Num destes sábados ‘à hora nobre’ ouvi no segundo canal, as últimas frases de uma conversa da locutora com José Rodrigues dos Santos. Pareceu-me que o assunto fora uma série de dez entrevistas que José Rodrigues dos Santos vai fazer, ou já fez a dez romancistas. A entrevistadora pediu no fim ao seu convidado, que lhe dissesse como definia um ‘bom romance’. José Rodrigues dos Santos respondeu sem hesitar: “um bom romance é uma boa história, bem contada”.
Que simples. Que fácil. Que bom deve ser, pode responder com tanta confiança, tanta firmeza, a tão difícil pergunta.
A definição não é errada, é até óbvia, mas o que nos diz ela? Suponhamos que alguém, talvez a minha filha, me perguntava, como muitas vezes o fez, que tal era o livro – romance – que eu estava lendo.

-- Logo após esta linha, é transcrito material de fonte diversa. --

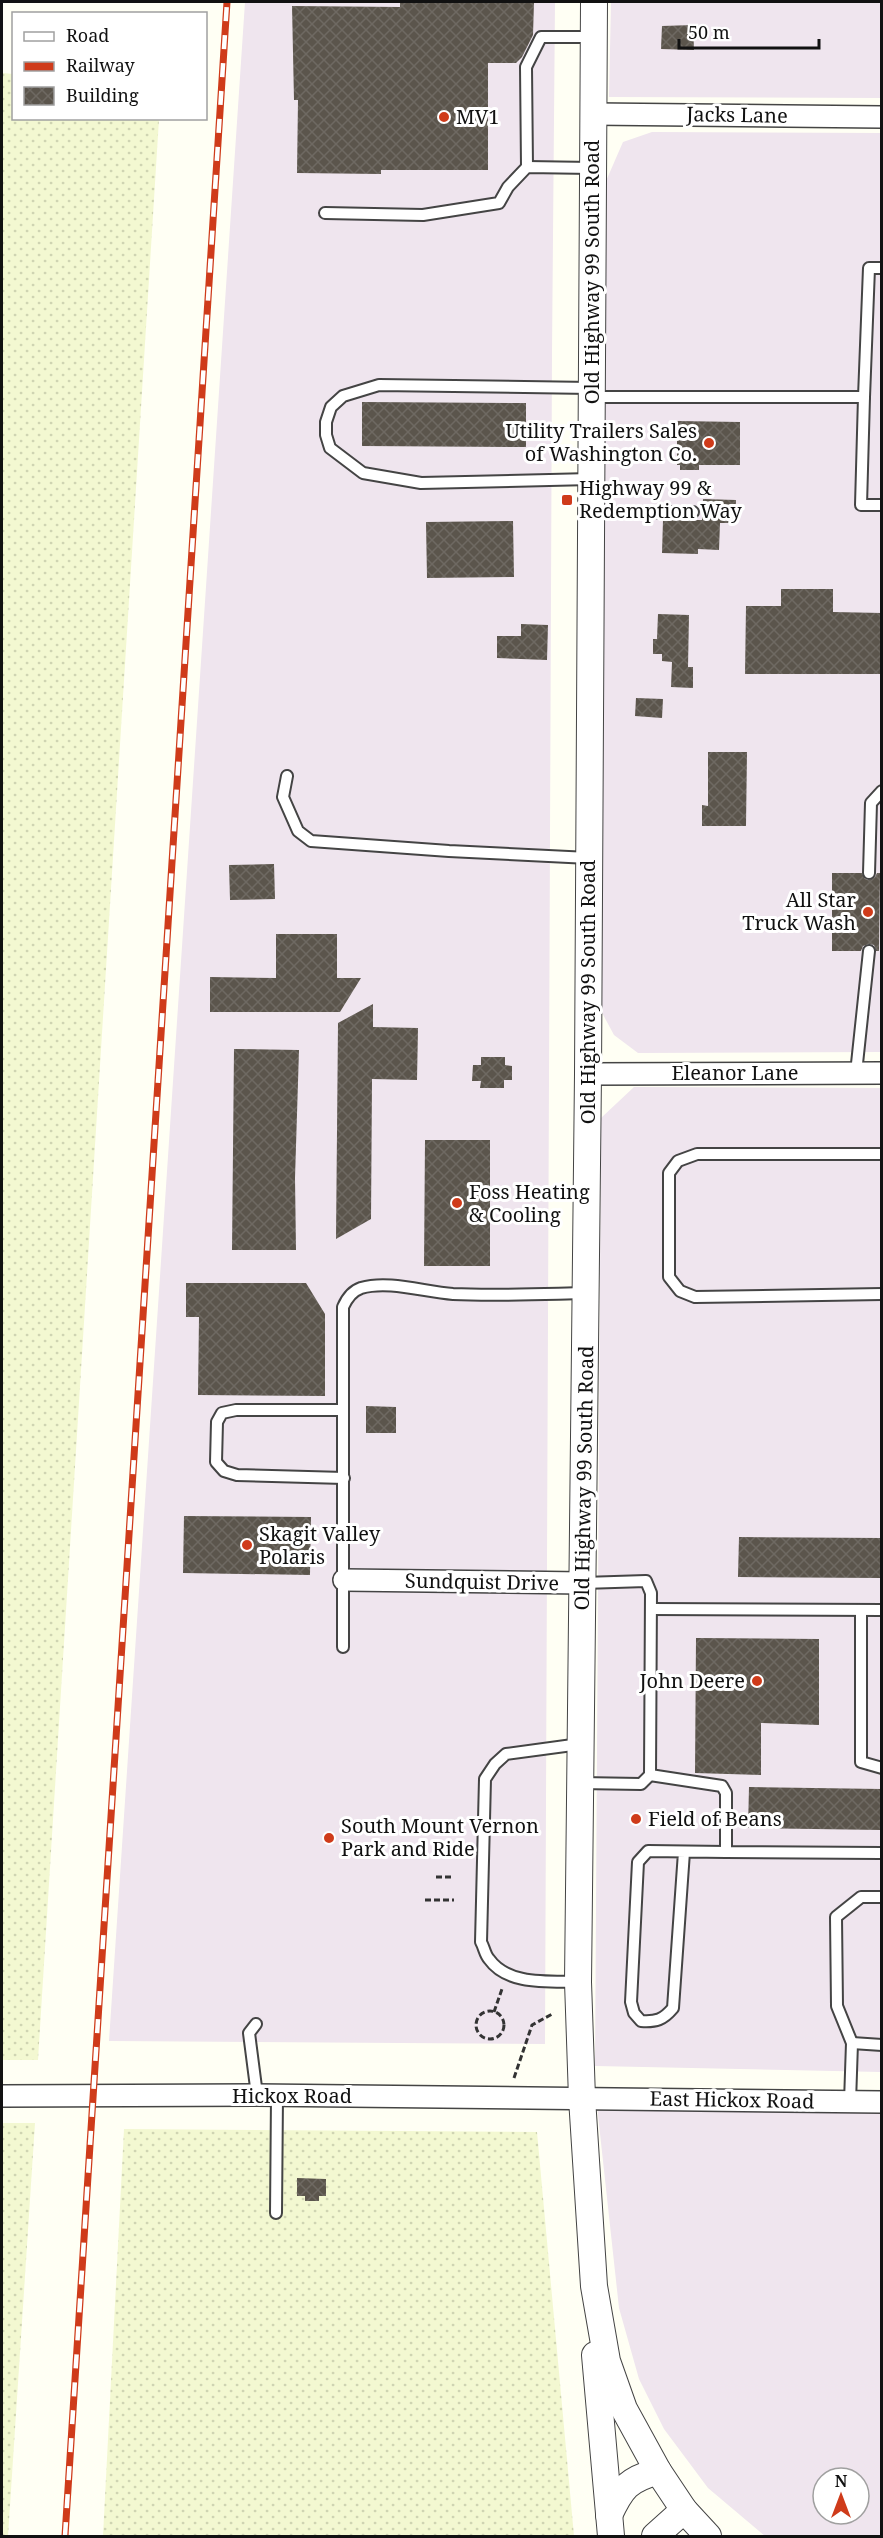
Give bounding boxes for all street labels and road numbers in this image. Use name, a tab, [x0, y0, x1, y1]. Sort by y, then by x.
street label: Jacks Lane	[685, 100, 788, 129]
street label: Old Highway 99 South Road	[578, 140, 605, 404]
street label: Old Highway 99 South Road	[574, 860, 601, 1124]
street label: Eleanor Lane	[672, 1059, 799, 1086]
street label: Old Highway 99 South Road	[568, 1345, 599, 1611]
street label: Sundquist Drive	[405, 1567, 559, 1596]
street label: Hickox Road	[232, 2082, 352, 2109]
street label: East Hickox Road	[649, 2085, 815, 2114]

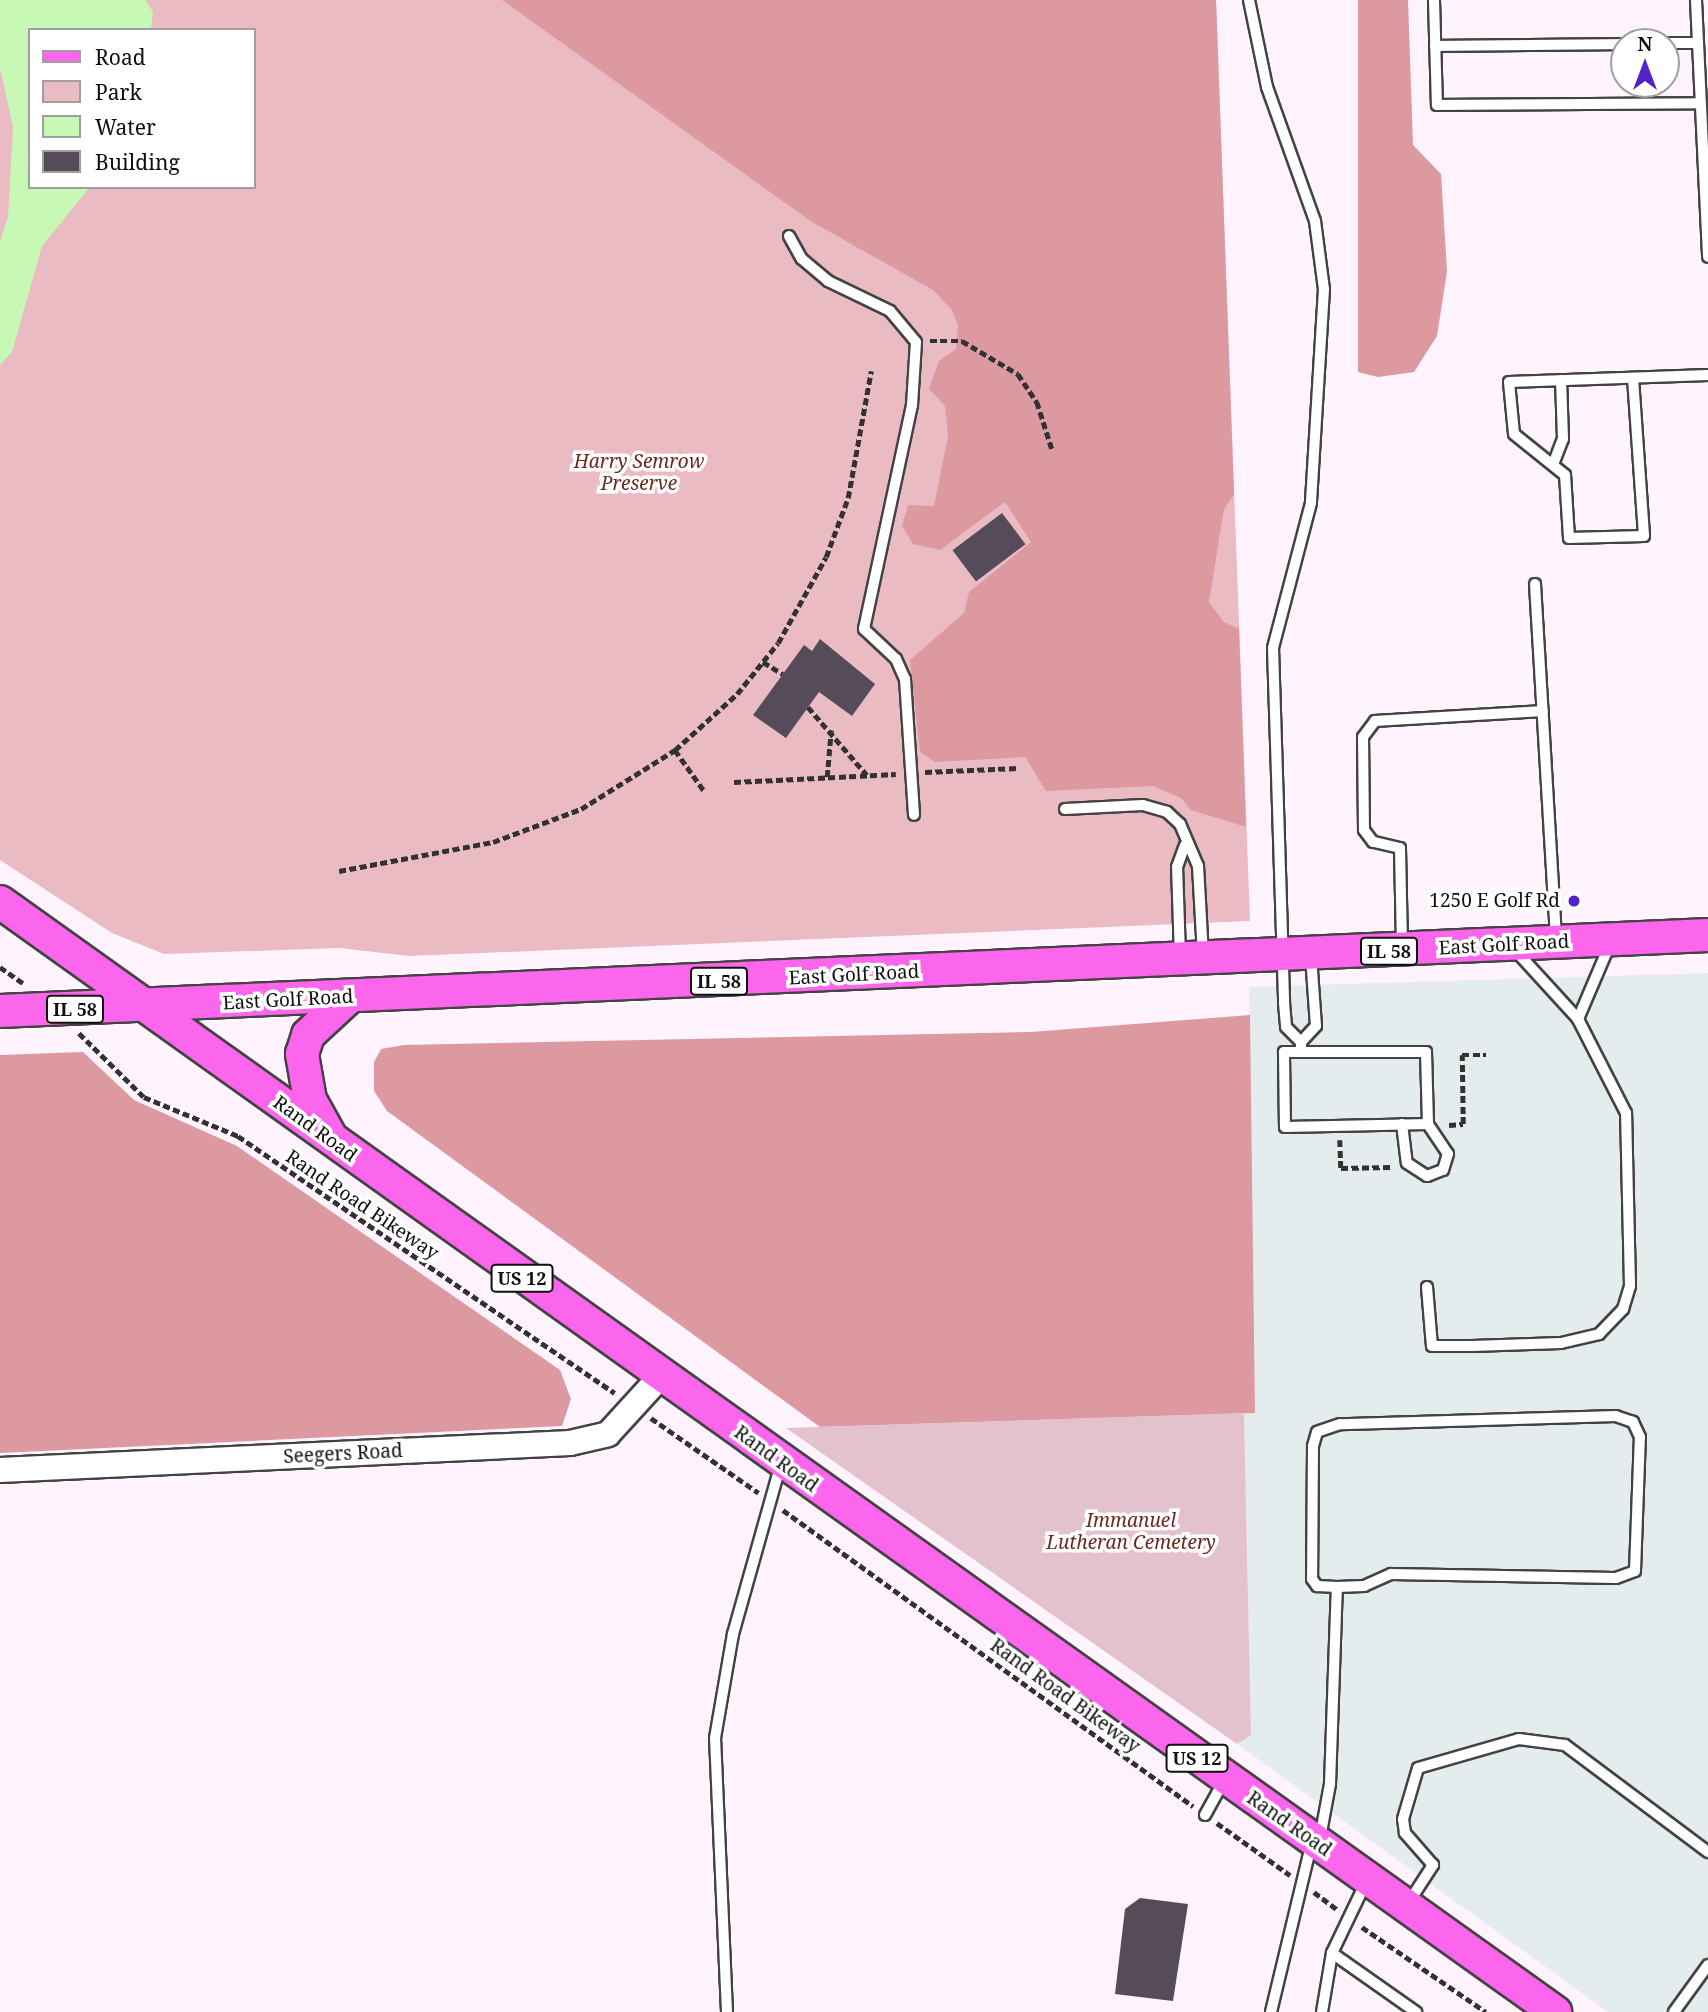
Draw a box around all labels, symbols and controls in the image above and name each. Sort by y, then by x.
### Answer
legend [28,28,256,189]
north arrow [1610,28,1680,98]
text: N [1638,31,1652,57]
text: Road [95,43,146,71]
text: Park [95,78,142,106]
text: Water [95,113,156,141]
text: Building [95,148,180,176]
park label: Harry Semrow Preserve [574,451,704,495]
place label: 1250 E Golf Rd [1429,890,1560,912]
marker: 1250 E Golf Rd [1566,893,1582,909]
street label: East Golf Road [1438,930,1570,960]
road number: IL 58 [1359,936,1419,966]
street label: East Golf Road [788,960,920,990]
road number: IL 58 [689,966,749,996]
street label: East Golf Road [222,985,354,1015]
road number: IL 58 [45,994,105,1024]
street label: Rand Road [269,1091,361,1167]
street label: Rand Road Bikeway [281,1145,443,1265]
road number: US 12 [490,1264,554,1293]
street label: Rand Road [730,1421,822,1497]
street label: Seegers Road [283,1439,403,1469]
park label: Immanuel Lutheran Cemetery [1046,1510,1216,1554]
street label: Rand Road Bikeway [986,1634,1144,1758]
road number: US 12 [1166,1744,1228,1772]
street label: Rand Road [1242,1787,1336,1861]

“Lê-se muito bem, uma óptima história”, responderia, ou talvez: “Gosto. A história é Interessante, e está muito bem contada.” A interlocutora perceberia, que eu estava lendo um ‘bom romance’. Um dos milhares de livros que anualmente são editados, que nos contam bem – com habilidade - uma boa história.
Fosse a resposta à mesma pergunta um pouco diferente, se respondesse, por exemplo: “Um grande livro”, ou “este sim, este vai ficar”, então a minha filha perceberia que, em minha opinião, havia naquele livro qualquer coisa, que fazia dele mais que uma boa leitura, mais do que ‘um bom romance’.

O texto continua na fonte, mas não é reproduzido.